The transfer function may be measured during operation (see earlier discussion of measurement). The transfer function may be predetermined prior to data collection. The transfer function may be modified for sounds generated from different positions outside the ear. Externally generated signals are attenuated by more than 3 dB over a speech frequency band in the in-ear microphone as compared to the environmentally coupled microphone.

Microphone Positions and Angles

The recording is carried out using the multiple sensors of the earbud 10 shown in and described with reference to FIG. 1. In some examples, the external microphone 104 is oriented in a fixed direction relative to the in-ear microphone 102. The external microphone 104 is oriented to increase the fidelity of the external background noise signal. The internal and external microphones 102, 104 are oriented such that the signals collected by each microphone are different, allowing for multimodal sensing.

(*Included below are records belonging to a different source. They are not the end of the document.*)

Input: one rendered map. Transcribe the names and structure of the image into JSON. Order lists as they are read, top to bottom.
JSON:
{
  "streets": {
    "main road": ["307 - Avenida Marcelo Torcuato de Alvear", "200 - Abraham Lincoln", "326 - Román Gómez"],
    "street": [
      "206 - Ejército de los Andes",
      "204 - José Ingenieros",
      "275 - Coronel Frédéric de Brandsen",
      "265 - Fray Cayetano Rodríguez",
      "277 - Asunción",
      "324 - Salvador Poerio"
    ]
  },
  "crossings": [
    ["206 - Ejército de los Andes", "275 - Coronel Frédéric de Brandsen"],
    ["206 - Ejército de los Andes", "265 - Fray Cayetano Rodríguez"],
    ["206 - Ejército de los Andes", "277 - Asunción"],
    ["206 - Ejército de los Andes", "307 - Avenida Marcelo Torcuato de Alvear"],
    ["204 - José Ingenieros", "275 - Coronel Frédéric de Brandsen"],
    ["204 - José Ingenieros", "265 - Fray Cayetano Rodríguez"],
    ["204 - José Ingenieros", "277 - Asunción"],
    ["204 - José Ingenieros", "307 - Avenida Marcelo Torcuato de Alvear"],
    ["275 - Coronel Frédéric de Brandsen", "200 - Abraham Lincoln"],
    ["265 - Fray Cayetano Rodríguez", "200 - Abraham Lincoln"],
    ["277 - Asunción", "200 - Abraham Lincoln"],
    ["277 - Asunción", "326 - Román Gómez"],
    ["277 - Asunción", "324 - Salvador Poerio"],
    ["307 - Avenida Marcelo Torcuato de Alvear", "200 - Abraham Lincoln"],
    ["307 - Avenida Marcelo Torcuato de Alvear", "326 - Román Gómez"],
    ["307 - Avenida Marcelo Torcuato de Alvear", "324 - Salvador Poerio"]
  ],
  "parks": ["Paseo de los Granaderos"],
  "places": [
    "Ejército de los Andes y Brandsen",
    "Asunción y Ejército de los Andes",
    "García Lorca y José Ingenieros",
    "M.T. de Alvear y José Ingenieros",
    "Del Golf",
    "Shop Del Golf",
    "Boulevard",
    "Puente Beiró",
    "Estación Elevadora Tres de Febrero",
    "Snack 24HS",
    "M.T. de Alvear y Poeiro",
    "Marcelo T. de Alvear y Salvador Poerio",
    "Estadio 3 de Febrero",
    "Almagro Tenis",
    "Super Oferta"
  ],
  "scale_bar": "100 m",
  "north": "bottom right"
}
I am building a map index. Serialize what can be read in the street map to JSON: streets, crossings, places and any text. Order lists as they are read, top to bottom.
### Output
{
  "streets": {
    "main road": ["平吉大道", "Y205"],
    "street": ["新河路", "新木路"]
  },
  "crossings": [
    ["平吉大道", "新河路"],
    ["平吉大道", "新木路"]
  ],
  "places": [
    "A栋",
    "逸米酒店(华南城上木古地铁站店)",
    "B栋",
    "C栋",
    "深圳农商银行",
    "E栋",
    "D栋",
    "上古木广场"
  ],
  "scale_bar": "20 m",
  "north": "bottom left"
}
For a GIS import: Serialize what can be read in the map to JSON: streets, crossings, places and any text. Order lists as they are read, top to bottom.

The sensors may also include an inertial sensor is located within the body of the earbud. In this example, the active recording of data by the microphones and inertial sensor can be toggled on and off over the usage of the device.

Detecting the End of a User's Input

The end of the user's input to the sensors aims to reduce response latency by ˜500 ms. To this end, in some examples, the end of a user's input is indicated by an external trigger, such as a button tap, gesture event, or direct trigger from a peripheral device. In other examples, the end of a user's input is indicated by a long pause in speech In other examples, the end of a user's input is indicated by the detection of the user taking a breath. In still other examples, the end of a user's input is indicated by a semantic end of phrase, or otherwise indicated using the context of the recorded content.

4. Signal Pre-Processing

In some examples, signal pre-processing includes creation of mel-spectrograms from the captured/recorded sounds (e.g., audio signal 202 or 202A). In some examples, the signal pre-processing includes applying transfer functions to the environmental microphone signals to transform them into the same domain as the in-ear microphone and allow for more simple comparisons and cross-correlation between the signals. The signal pre-processing may include time-synchronizing of the signals. The time-synchronizing may include computing a cross-correlation between two signals.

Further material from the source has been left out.